History of the Peloponnesian War
Thucydides
Thucydides. Histoire de la Guerre du Péloponnése. Bétant, Élie-Ami, translator. Paris: Librairie de L. Hachette, 1863.
A la même époque de l’été, les Athéniens envoyèrent autour du Péloponèse trente vaisseaux commandés par Asopios fils de Phormion. Les Acarnaniens avaient demandé qu’on leur donnât un fils ou un parent de Phormion pour général[*](Il paraît qu’à cette époque Phormion était mort. On conçoit que sa campagne d’Acarnânie (II, lxviii), et surtout ses brillants combats maritimes (II, lxxxiii-xcii), eussent donné aux Acarna-niens une haute idée de ses talents militaires. ). Cette flotte côtoya le Péloponèse et ravagea le littoral de la Laconie. Ensuite Asopios renvoya la plupart de ses vaisseaux à Athènes, et n’en garda que douze avec lesquels il se rendit à Naupacte. Il fit lever en masse les Acarnaniens et marcha contre la ville d’OEniades [*](Sur la situation de cette ville, voyez liv. II, ch. en note 1. ). Lui-même remonta l’Achéloüs avec ses vaisseaux, tandis que l’armée de terre dévastait la campagne. Comme la ville résistait, Asopios licencia ses troupes de terre et fit voile pour Leucade. Il alla descendre à Néricos[*](Néricos ou Néricon, ville de l’Ile ou presqu’île de Leucade, quelquefois confondue avec Néfitos, îlot voisin d’Ithaque. ) ; mais, pendant sa retraite, il fut tué, avec une partie de son monde, par les gens du pays, joints à un détachement de la garnison[*](Les Corinthiens entretenaient des garnisons dans les villes de leur alliance situées sur les côtes, pour les préserver des déprédations. ). Les Athéniens remirent à la voile, après avoir fait avec les Leucadiens une trêve pour enlever leurs morts.

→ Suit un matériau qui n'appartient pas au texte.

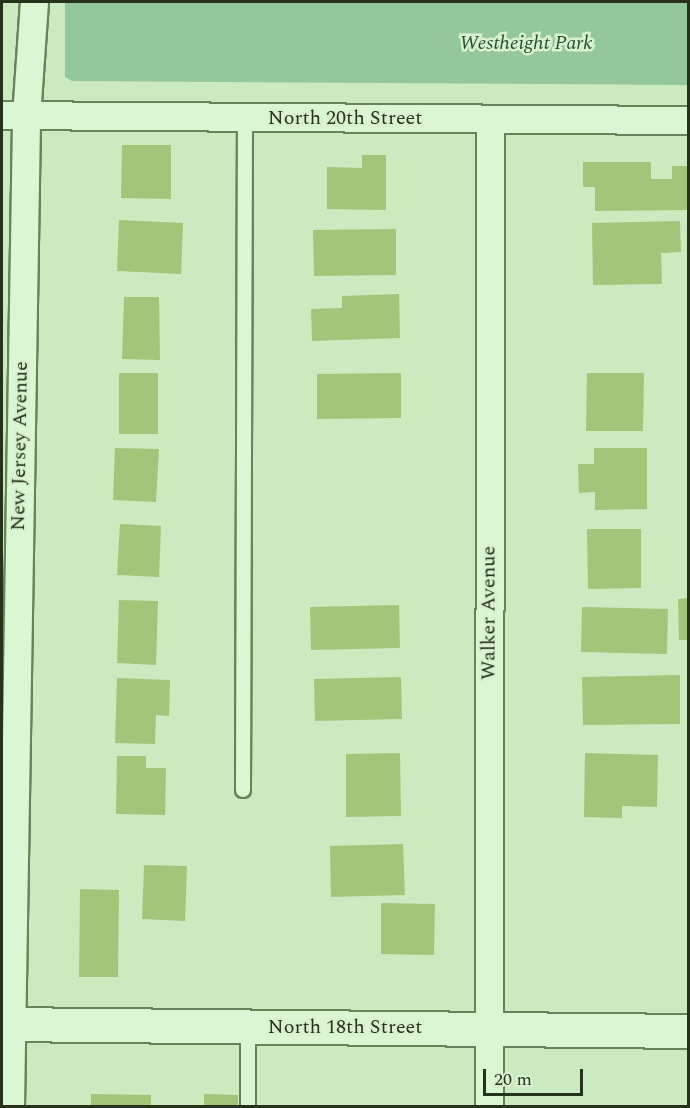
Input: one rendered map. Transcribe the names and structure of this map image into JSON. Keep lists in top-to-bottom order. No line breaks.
{"streets":{"main road":["North 18th Street"],"street":["North 20th Street","New Jersey Avenue","Walker Avenue"]},"crossings":[["North 20th Street","New Jersey Avenue"],["North 20th Street","Walker Avenue"],["New Jersey Avenue","North 18th Street"],["Walker Avenue","North 18th Street"]],"parks":["Westheight Park"],"scale_bar":"20 m"}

Cependant les députés de Mytilène partis sur le premier vaisseau s’étaient rendus à Olympie, d’après l’invitation des Lacédémoniens, qui voulaient que tous les alliés les entendissent et délibérassent sur leur requête. C’était l’olympiade où Doriéus de Rhode fut vainqueur pour la seconde fois [*](Olympiade 88 (428 av. J. C.). Thucydide ne désigne les olympiades que par le nom de l’athlète vainqueur (comparez liv. V, ch. xlix). L’indication numérique ne se rencontre que dans les auteurs d’un âge plus récent. On doute qu’elle soit authentique dans l’histoire grecque de Xénophon. Selon Polybe (XII, xii), l’historien Timée, contemporain d’Alexandre le Grand, fut le premier qui établit la chronologie d’après l’ère des olympiades. Ce fut postérieurement encore, par exemple par Diodore de Sicile, qu’elle fut suivie avec régularité. ). Après la fête, on se réunit en conférence, et les Mytiléniens parlèrent ainsi :
« Lacédémoniens et alliés, le principe établi chez les Grecs nous est connu. Le peuple qui, pendant la guerre, se détache d’anciens alliés, est choyé par ceux qui ont intérêt à TaccueiUir ; mais il ne doit pas s’attendre à leur estime, parce qu’il passe pour traître envers ses précédents amis. Cette opinion serait fondée si, entre les transfuges et ceux dont ils se séparent, il y avait réciprocité de sentiments et d’affection, équilibre de ressources et de forces, enfin absence de tout motif valable de rupture ; mais, entre les Athéniens et nous, rien de pareil. Il n’est donc pas étrange que, ménagés par eux pendant la paix, nous les abandonnions pendant la guerre.